楚千玄隻是眼眸半眯地看著楚千悅,沒有言語,臉上連一點點憤怒都沒有,依舊不羈優雅至極。人人都說他是草包皇子,不學無術,但他自己知道自己有幾分能耐,真要較真起來,楚千悅他也未必放在眼內,隻是現在有些事不好捅破而已。
二樓的人見楚千悅出麵,個個都抱著看好戲的心情。而那些女子更是提著的心放鬆下來。原本見楚千悅和風淺休幾乎一起到來,加上風淺休樣子改變了這麼多,她們還以為他們有什麼關係,但現在看來,悅王似乎還是不歡喜她,這叫她們怎能不鬆一口氣?
感覺到空氣中漸濃的火藥味,一直被風淺休名號震得找不到北的雲子墨終於回神了,趕緊跑上來,做他一貫的和事老。期間看多了風淺休兩眼,見她被人這麼說,居然還是一臉波瀾不驚的神情,雲子墨心底滑過詫異之色,這世間還真有人被人罵做到心如止水?
一見雲子墨,被楚千玄壓得無處發泄的雲子翰沉聲道:“阿墨,我都提醒你很多遍了,不要隨便放什麼亂七八糟的人上來,尤其胸無半點墨水的。我們翰墨書齋可是有頭有臉的地方。”
“她……”雲子墨摸了摸頭:“她懂的作,額,吟詩。”
“吟詩?”雲子墨此話一出,二樓眾人哄堂大笑起來,就是那些千金小姐也是淺笑嫣然。
隻不過還是有人沒有笑,楚千悅和楚千玄,雲子墨都沒有。
“她吟了什麼詩?”雲子翰笑了一會,止住笑聲問道。
“額,這……”雲子墨看了風淺休一眼,見她依舊神情無異,遲疑了一下也就將她方才作的詩一字不漏地道了出來。
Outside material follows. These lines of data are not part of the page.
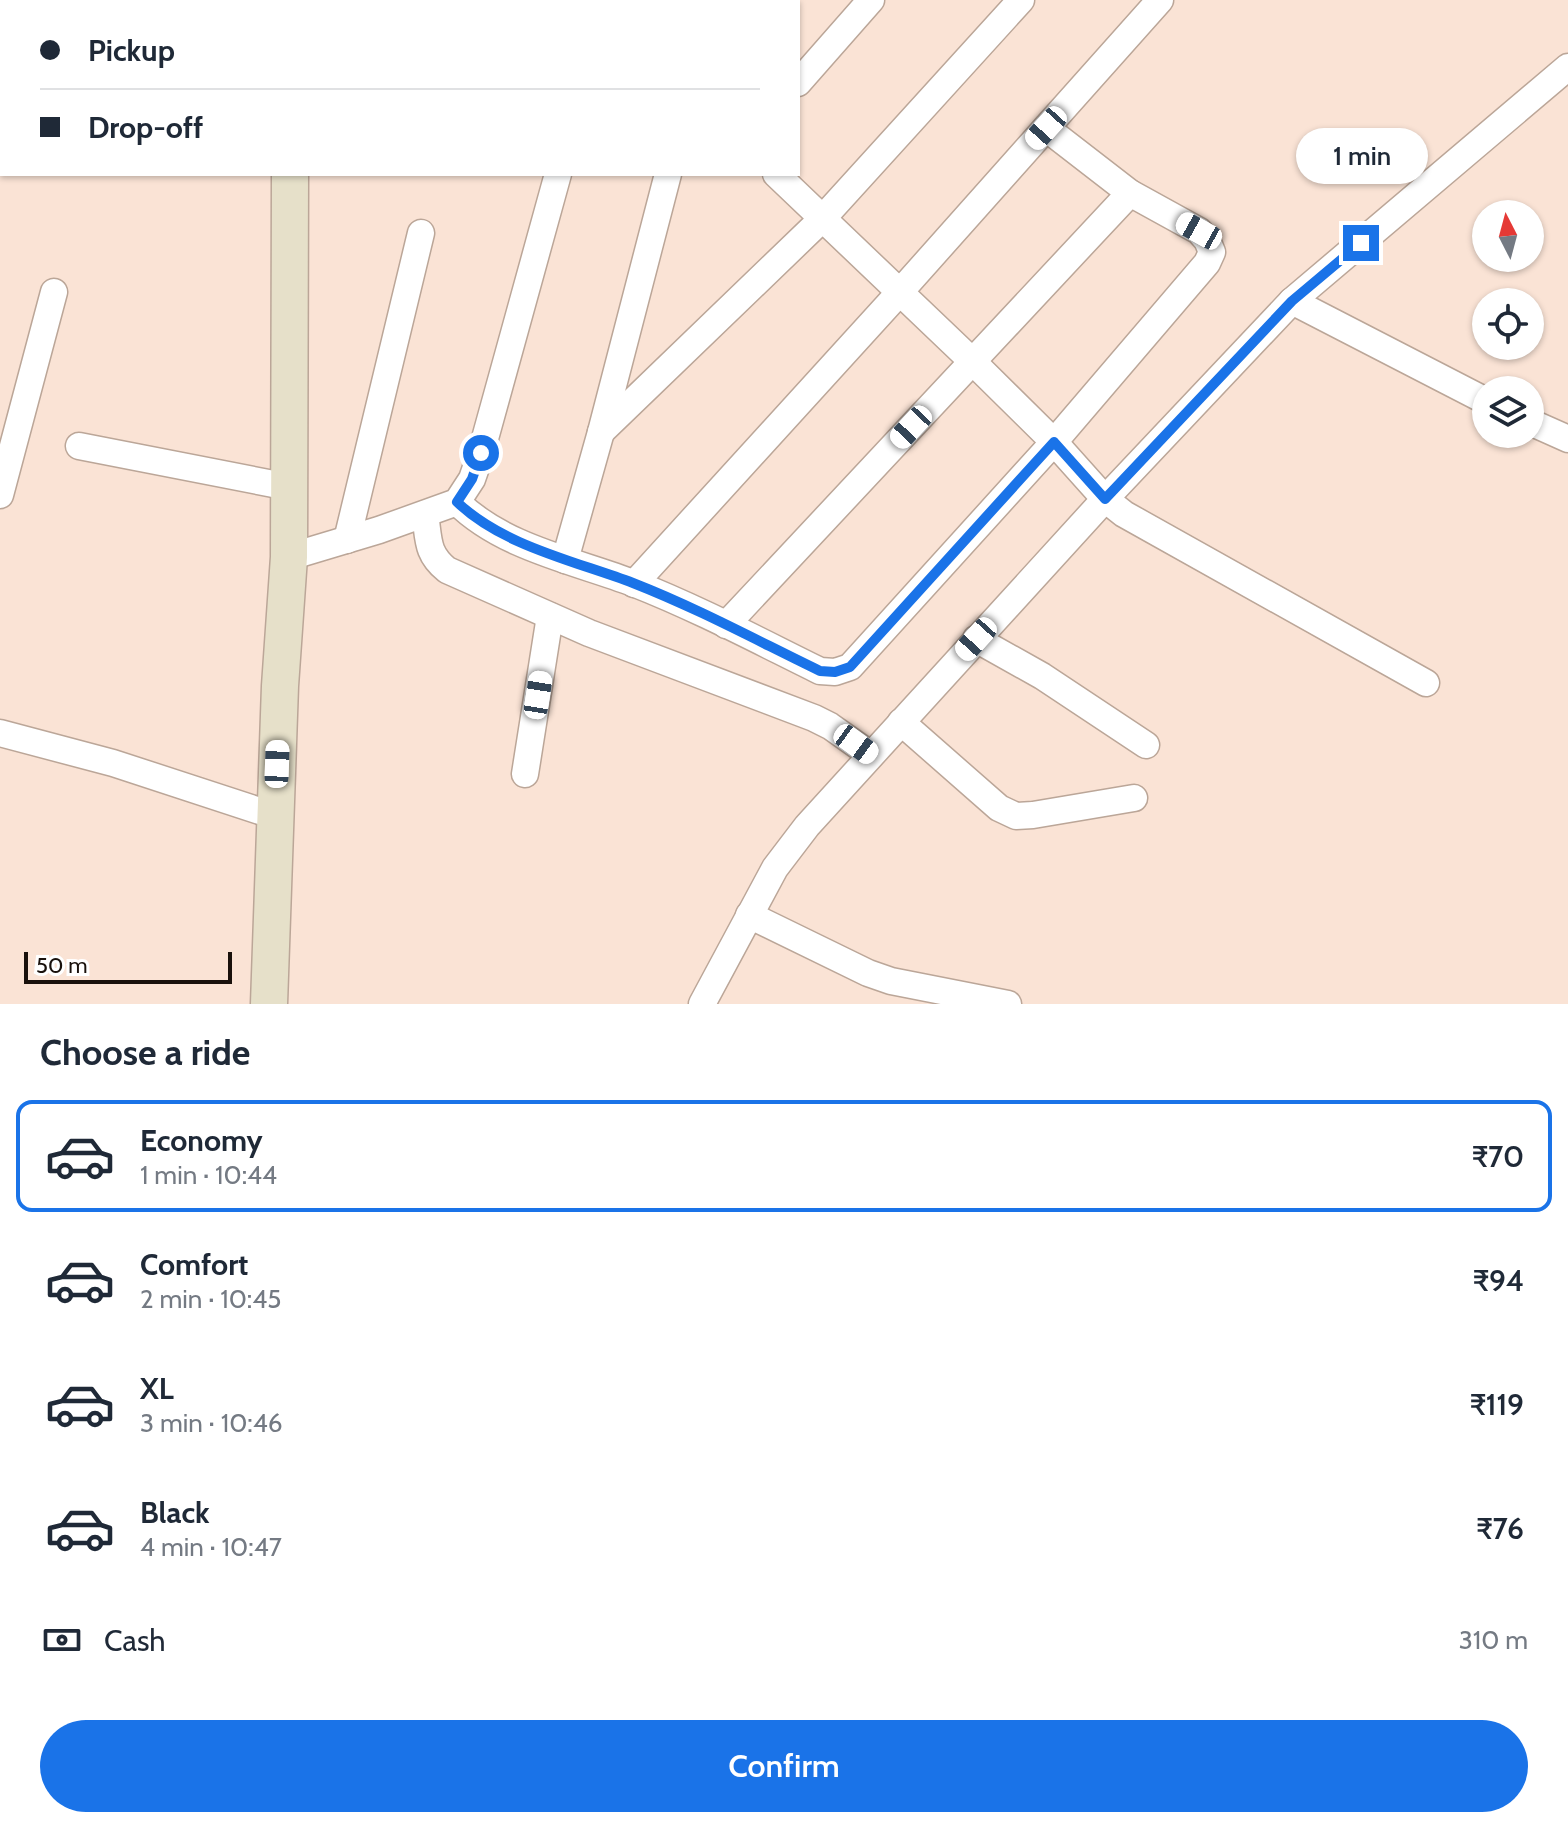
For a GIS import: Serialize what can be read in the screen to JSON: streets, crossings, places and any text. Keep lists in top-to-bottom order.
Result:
{
  "scale_bar": "50 m",
  "north": "top",
  "page": {
    "banner": ["Pickup", "Drop-off"],
    "bubble": "1 min",
    "scale": "50 m",
    "heading": "Choose a ride",
    "list": [
      {
        "name": "Economy",
        "note": "1 min · 10:44",
        "value": "₹70"
      },
      {
        "name": "Comfort",
        "note": "2 min · 10:45",
        "value": "₹94"
      },
      {
        "name": "XL",
        "note": "3 min · 10:46",
        "value": "₹119"
      },
      {
        "name": "Black",
        "note": "4 min · 10:47",
        "value": "₹76"
      }
    ],
    "pay": ["Cash", "310 m"],
    "buttons": "Confirm"
  }
}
待得雲子墨話落,二樓的男子笑得有點古怪,而那些女子卻是粉臉含羞。
“風姑娘果真豪爽過人,連抄詩詞也選如斯特別的,和以前……”雲子翰剛提“以前”兩字就收到兩道冷冷的視線,順著看去,對上楚千悅微寒的臉色,他也知道自己失言了,好提不提提以前,以前風淺休寫情詩的對象不就是楚千悅麼?
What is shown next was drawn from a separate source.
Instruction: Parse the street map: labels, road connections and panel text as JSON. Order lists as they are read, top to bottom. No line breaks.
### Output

現在這首雖然是倒過來,寫的是一個青年小夥子,以“垂釣”作掩護,在風光宜人的綠灣,焦急地等待著情人的到來。但也算是情詩不是?她風淺休還真的不懂女兒家的矜持為何物!
製止了雲子翰的話語,楚千悅又回頭瞪了風淺休一眼,她還盡給他惹事!
暈,他瞪什麼瞪,她怎麼樣,關他什麼事?“悅王你眼神不好使啊?看哪呢?”風淺休懶懶地說了一句。
一聽這話,眾人不由一愣,她這麼對悅王說話?
趁著眾人沒有反應過來,風淺休輕步走了上來,一步一步優雅從容,直至走到雲子翰麵前,才是停了下來。
“風姑娘,你……”雲子翰回神,臉色陡然一沉,她居然不聽他的話,一個草包也真敢踏上翰墨書齋二樓!
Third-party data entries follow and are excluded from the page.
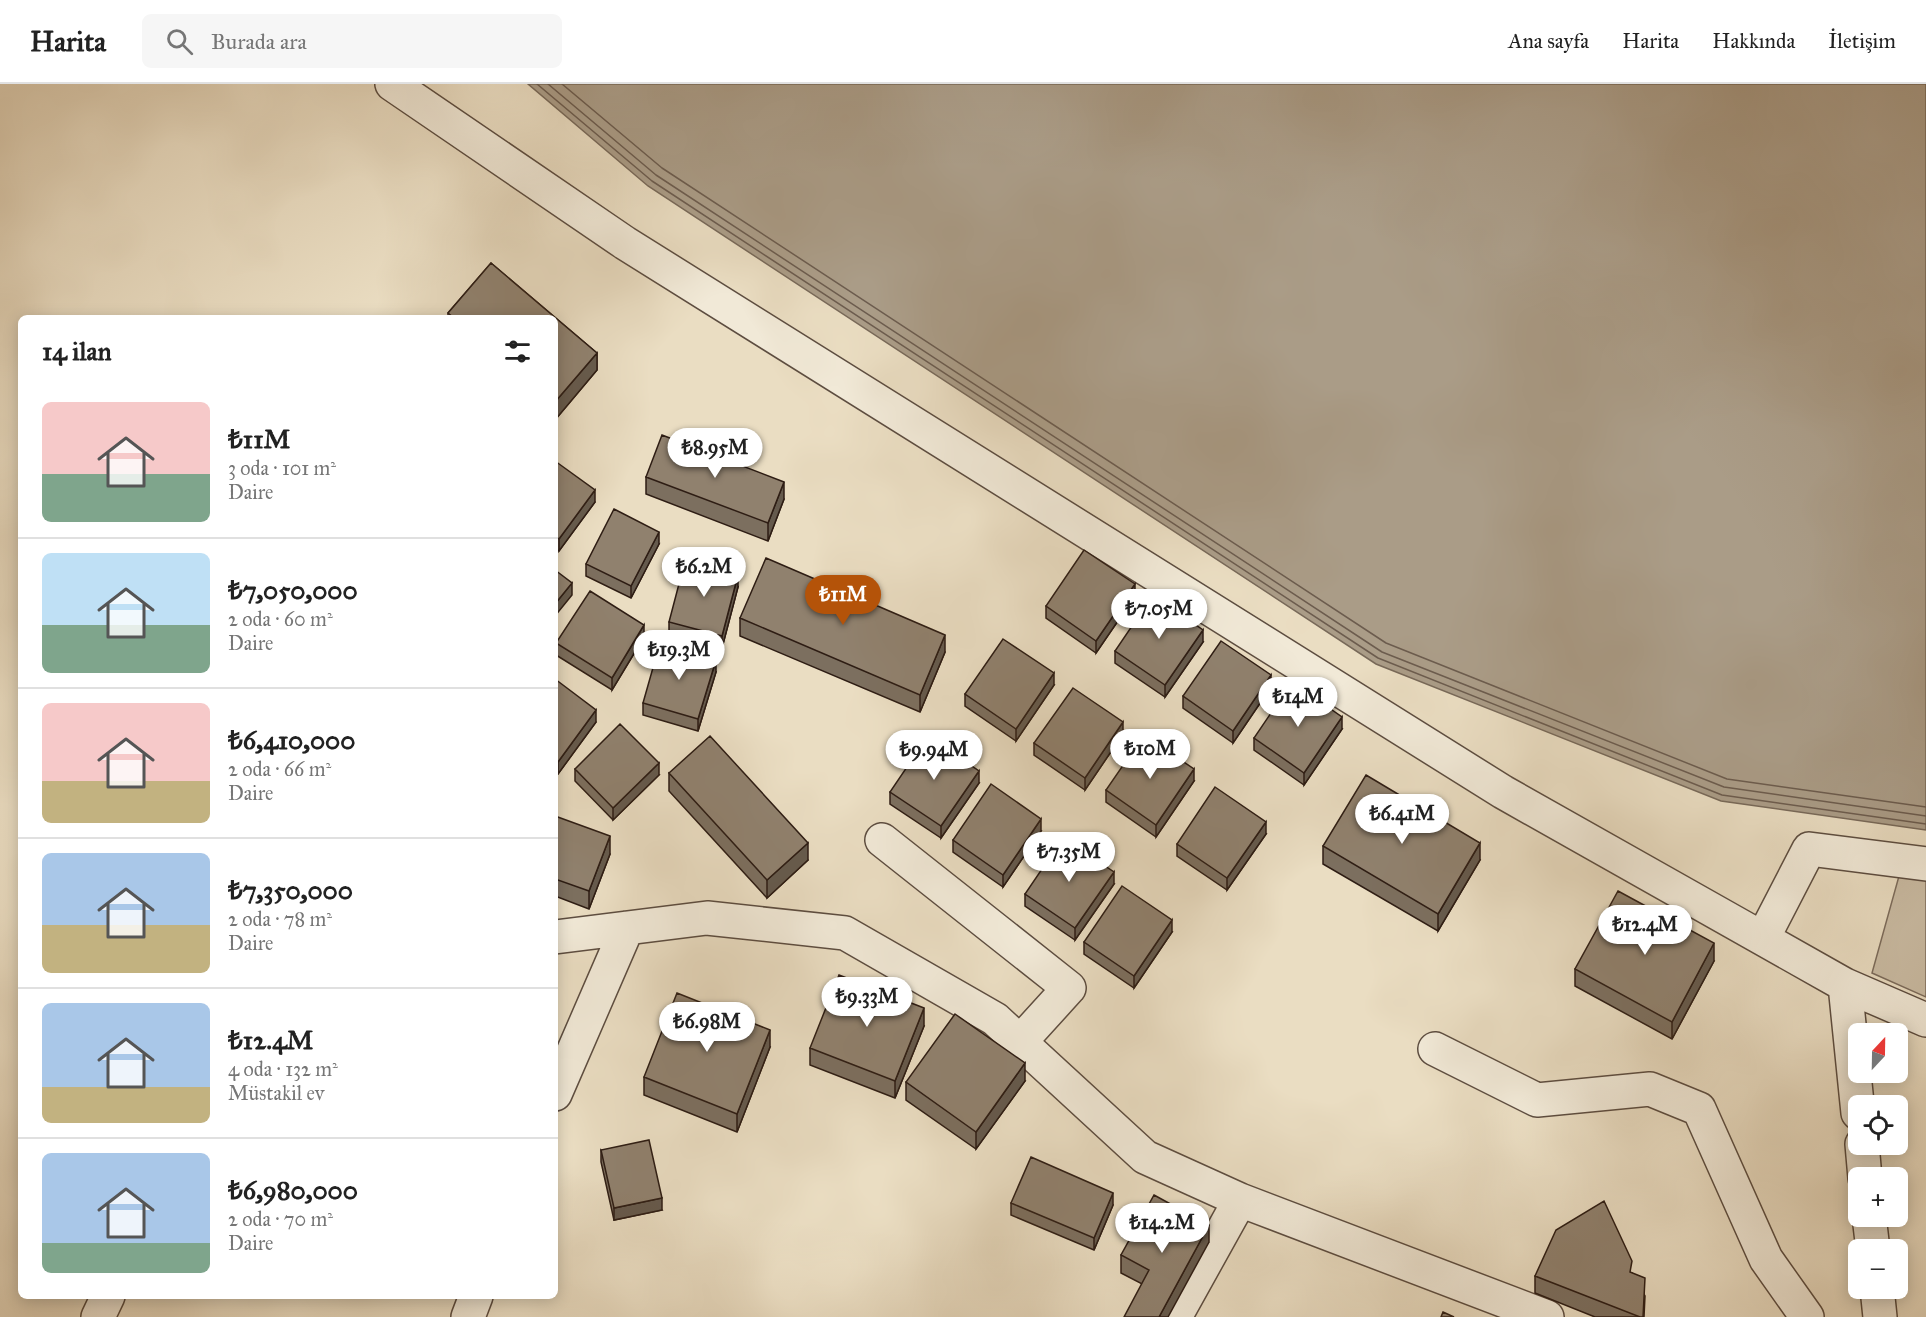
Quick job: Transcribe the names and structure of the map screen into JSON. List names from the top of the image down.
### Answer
{
  "north": "top",
  "page": {
    "header": "Harita",
    "search": "Burada ara",
    "nav": [
      "Ana sayfa",
      "Harita",
      "Hakkında",
      "İletişim"
    ],
    "heading": "14 ilan",
    "list": [
      {
        "name": "₺11M",
        "note": "3 oda · 101 m² · Daire"
      },
      {
        "name": "₺7,050,000",
        "note": "2 oda · 60 m² · Daire"
      },
      {
        "name": "₺6,410,000",
        "note": "2 oda · 66 m² · Daire"
      },
      {
        "name": "₺7,350,000",
        "note": "2 oda · 78 m² · Daire"
      },
      {
        "name": "₺12.4M",
        "note": "4 oda · 132 m² · Müstakil ev"
      },
      {
        "name": "₺6,980,000",
        "note": "2 oda · 70 m² · Daire"
      }
    ],
    "price": [
      "₺8.95M",
      "₺6.2M",
      "₺11M",
      "₺7.05M",
      "₺19.3M",
      "₺14M",
      "₺10M",
      "₺9.94M",
      "₺6.41M",
      "₺7.35M",
      "₺12.4M",
      "₺9.33M",
      "₺6.98M",
      "₺14.2M"
    ],
    "map_buttons": ["+", "−"]
  }
}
“下棋?”風淺休閑閑地掃過雲子翰手旁下了大半的棋局。
見她如此,楚千玄眼中已然微微地漾出笑意,這次是真的有好戲看了!
“風姑娘也懂棋?”雲子翰眼角挑起幾絲譏誚:“如果懂的話,你我下一局如何?你贏了,我就讓你有真正進出翰墨書齋的資格。如果風姑娘輸了……”雲子翰笑了兩聲,睇向一旁,一眼又轉了回來:“就請姑娘承認‘草包’兩字,怎麼樣?”
風淺休臉上一副漫不經心的神情,隻不過還是將他方才一眼看的方向,最重要是那人收入眼底,夏雨玲。不知道雲子翰是用壓製她這事來討好夏雨玲,抑或夏雨玲讓他這麼做,還是他本身就想這樣,夏雨玲想必也不像她外表一般單純。不過也是,京城美人無數,能在眾多美人中脫穎而出,單憑美貌可是不夠的。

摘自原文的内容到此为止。